2025-11-02

The Dataset

-This is a project that uses the world_population dataset from kaggle.

-The data set shows population data coming from 234 countries between 1970 to 2022.

-The data set has 17 columns. It has information such as the name of the Country or Territory, the Continent it is part of, the population for various years, Density, Area, and Growth Rate.

Brief Overview

We are going to explore the data through different visualizations to better understand and analyze the data. The following is the layout:

-World maps: Geographical mapping with color intensity of countries based Density and Growth Rate factors.

-Scatter plot: Shows the interactions between Continent, Density, Growth Rate, and Area using a 3d plot.

-Line Chart: A simple line chart showing the populations of Continents over time.

-Box Plot: Shows distribution of Growth Rates in each continent.

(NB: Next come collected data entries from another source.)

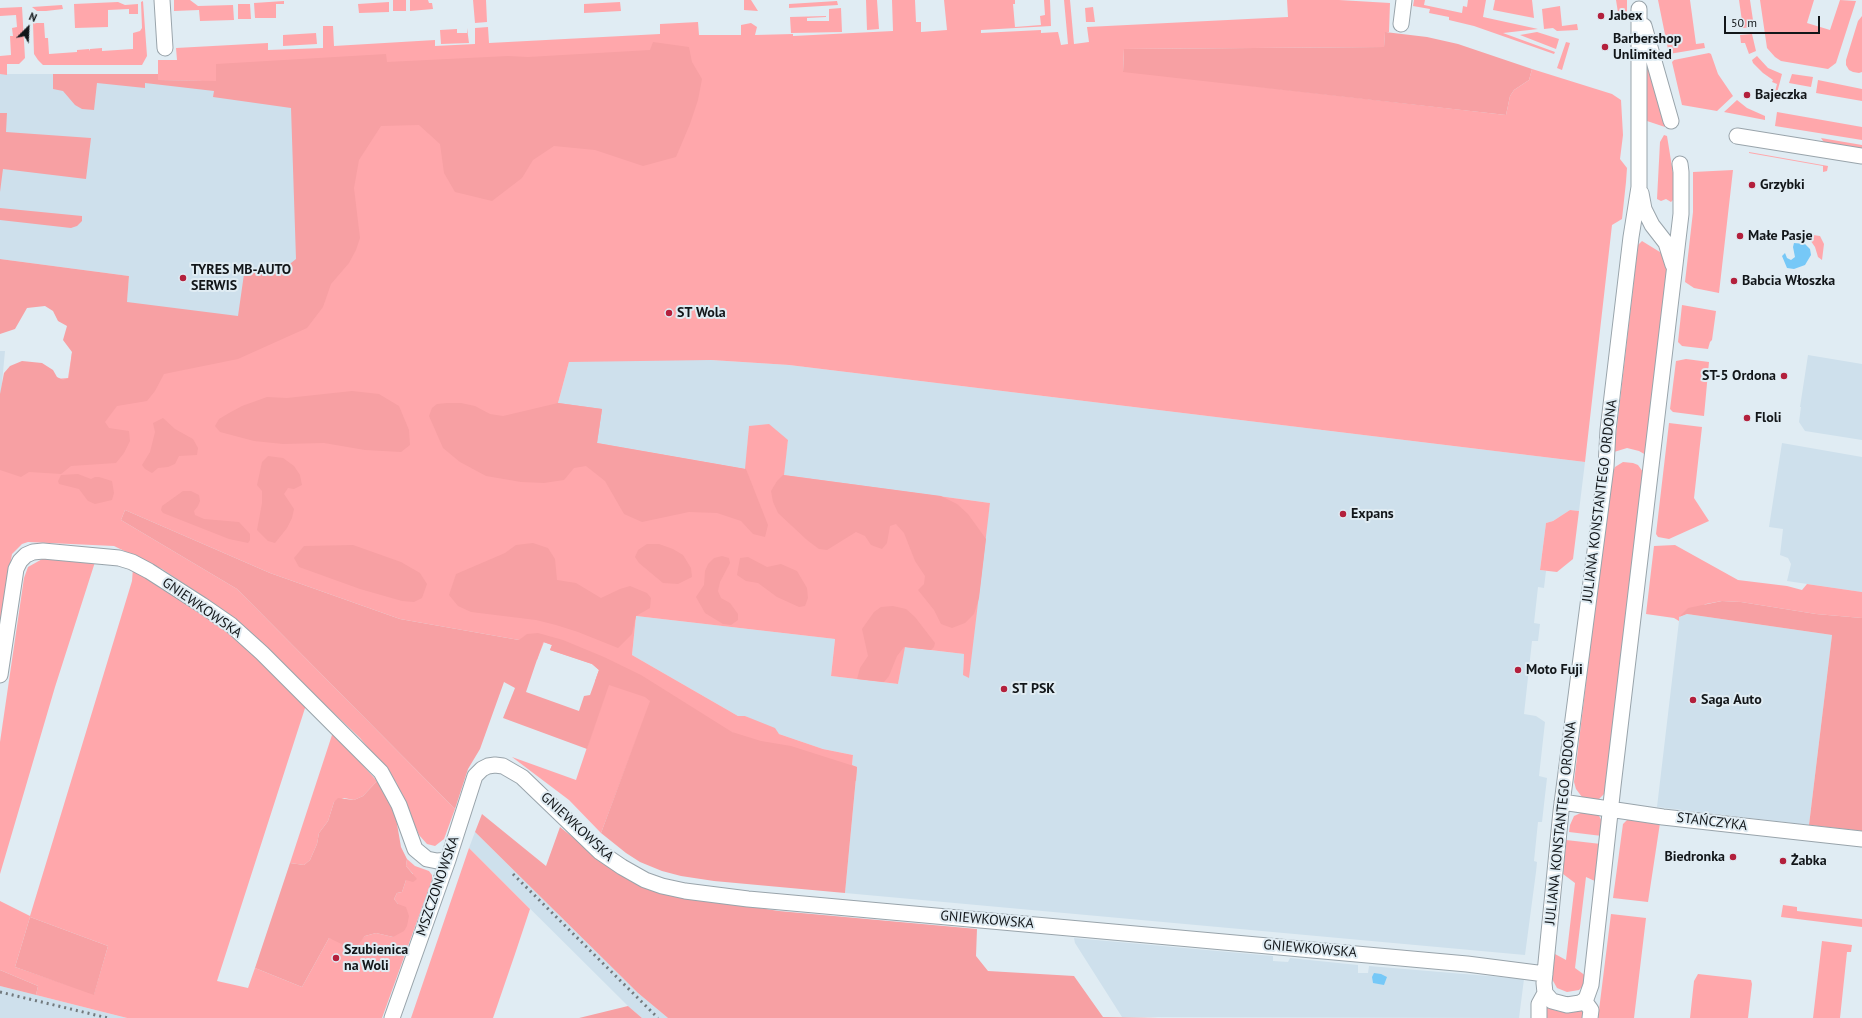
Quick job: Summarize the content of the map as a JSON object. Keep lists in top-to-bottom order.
{
  "streets": {
    "street": [
      "JULIANA KONSTANTEGO ORDONA",
      "GNIEWKOWSKA",
      "STAŃCZYKA",
      "MSZCZONOWSKA"
    ]
  },
  "crossings": [
    ["JULIANA KONSTANTEGO ORDONA", "GNIEWKOWSKA"],
    ["JULIANA KONSTANTEGO ORDONA", "STAŃCZYKA"],
    ["GNIEWKOWSKA", "MSZCZONOWSKA"]
  ],
  "places": [
    "Jabex",
    "Barbershop Unlimited",
    "Bajeczka",
    "Grzybki",
    "Małe Pasje",
    "TYRES MB-AUTO SERWIS",
    "Babcia Włoszka",
    "ST Wola",
    "ST-5 Ordona",
    "Floli",
    "Expans",
    "Moto Fuji",
    "ST PSK",
    "Saga Auto",
    "Biedronka",
    "Żabka",
    "Szubienica na Woli"
  ],
  "scale_bar": "50 m",
  "north": "top right"
}
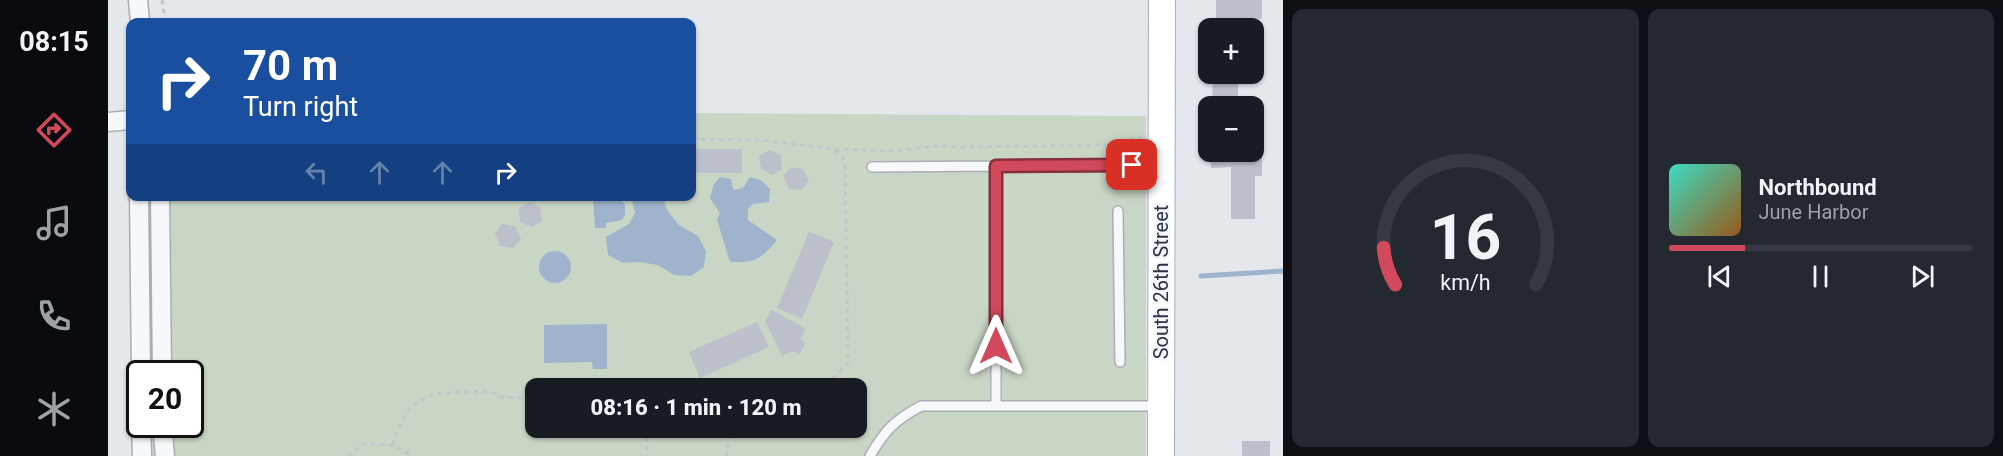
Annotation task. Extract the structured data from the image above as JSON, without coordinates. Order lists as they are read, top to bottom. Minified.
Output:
{"streets":{"street":["South 26th Street"]},"page":{"tabs":"08:15","map_buttons":["+","−"],"turn":["70 m","Turn right"],"song":["Northbound","June Harbor"],"limit":"20","trip":"08:16 · 1 min · 120 m","gauge":["16","km/h"]}}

-Statistical Analysis - a descriptive summary of the mean, median, and standard deviation of Growth Rate between continents.

Ggplot World Maps

This is a series of three graphs that show the population density and growth rate across the world. The first graph uses logarithmic scale due to Density having a large range with many outliers. There are two graphs for population growth, one including Ukraine, and one excluding it. This decision was made as Ukraine had unnaturally high population decline, making it harder to understand the graph.

Density World Map

Growth Rate World Map

Growth Rate World Map (minus Ukraine)

World Map Analysis

There are a couple interesting things that we can see from the graphs. The population density seems to be highest overall in Asian countries like India and China. Ukraine as very high population decline due to the war and the bordering European countries have high growth rate due to the refugees Finally, we can see that the growth rate is the highest in African countries. Poorer countries and countries that have more immigration tend to have higher population growth based on the graph.

Plotly 3D plot

The following is a 3D Scatter Plot of Density, Growth Rate, and Area. Density and Area are logarithmic. The points are colored based on continents.

3D plot Analysis

There are quite a few interesting patterns in this graph. There is a clear inverse relationship between Density and Area, which makes sense mathematically. Higher Area also seems to have a correlation with higher Growth Rate which is interesting and might need further study. Growth Rate seems to trend highest with a Density of around 100/km2. Though this might just be error. The Continents surprisingly group up in noticeable clusters or bands. Such as Asia and Africa each forming a band of high population and high growth rate respectively. Oceania also clusters around low area and density which makes sense due to the many islands.

Plotly Line Graph

A Line chart is used to see the overall population growth of the various continents in a clear and understandable way. We can see that since 1970, Asia and Africa have grown the most. Furthermore, Europe seems to have not grown much.

Ggplot Boxplot Code

I used a box plot to figure out the growth rates of each continent and visualize it easily. The following is the code used to generate the box plot:

ggplot(world_pop, aes(x = Continent, y = Growth.Rate, fill = Continent)) +
  geom_boxplot(alpha = 0.7, outlier.colour = "red", outlier.shape = 16) +
  scale_y_continuous(labels = percent_format(accuracy = 0.01)) +
  scale_fill_brewer(palette = "Set2") +
  labs(
    title = "Distribution of Population Growth Rates by Continent",
    x = "Continent",
    y = "Growth Rate (%)",
    fill = "Continent"
  ) +
  theme_minimal(base_size = 13) +
  theme(
    plot.title = element_text(face = "bold", hjust = 0.5),
    axis.text.x = element_text(angle = 45, hjust = 1)
  )

Ggplot Growth Rate by Country

From the plot, Africa seems to have the highest growth rate of the continents. Europe and North America seem to have the lowest. Asia also does not have that high of a growth rate despite being highly populated

Statistical analysis

The statistical analysis shows us that Africa clearly has a significantly higher growth rate than other continents. Asia, South America, and Oceania all seem to have normal growth rates. North America and Europe seem to have low growth rates. On top of this, Europe has a very high standard deviation, showing that Europe has a wide range of growth rates.

## # A tibble: 6 × 4
##   Continent     Mean_Growth Median_Growth SD_Growth
##   <chr>         <chr>       <chr>         <chr>    
## 1 Africa        2.12%       2.31%         0.80%    
## 2 Asia          0.94%       0.81%         0.92%    
## 3 Europe        0.23%       0.15%         1.92%    
## 4 North America 0.42%       0.41%         0.60%    
## 5 Oceania       0.74%       0.79%         1.01%    
## 6 South America 0.80%       0.63%         0.58%

Conclusion and Thanks for your time!

Based on the above graphs and plots, it seems clear that Africa has the highest growth rate over all. Area seems to have a positive correlation with growth rate. Europe seems to have a wide range of growth rates. Though this could just be a result of Ukraine’s unnaturally low growth rate. It was also very interesting to see on the world graphs how Ukraine had such a low growth rate while the western countries around Ukraine had a higher growth rate. This trend shows the movement of refugees, which is really cool.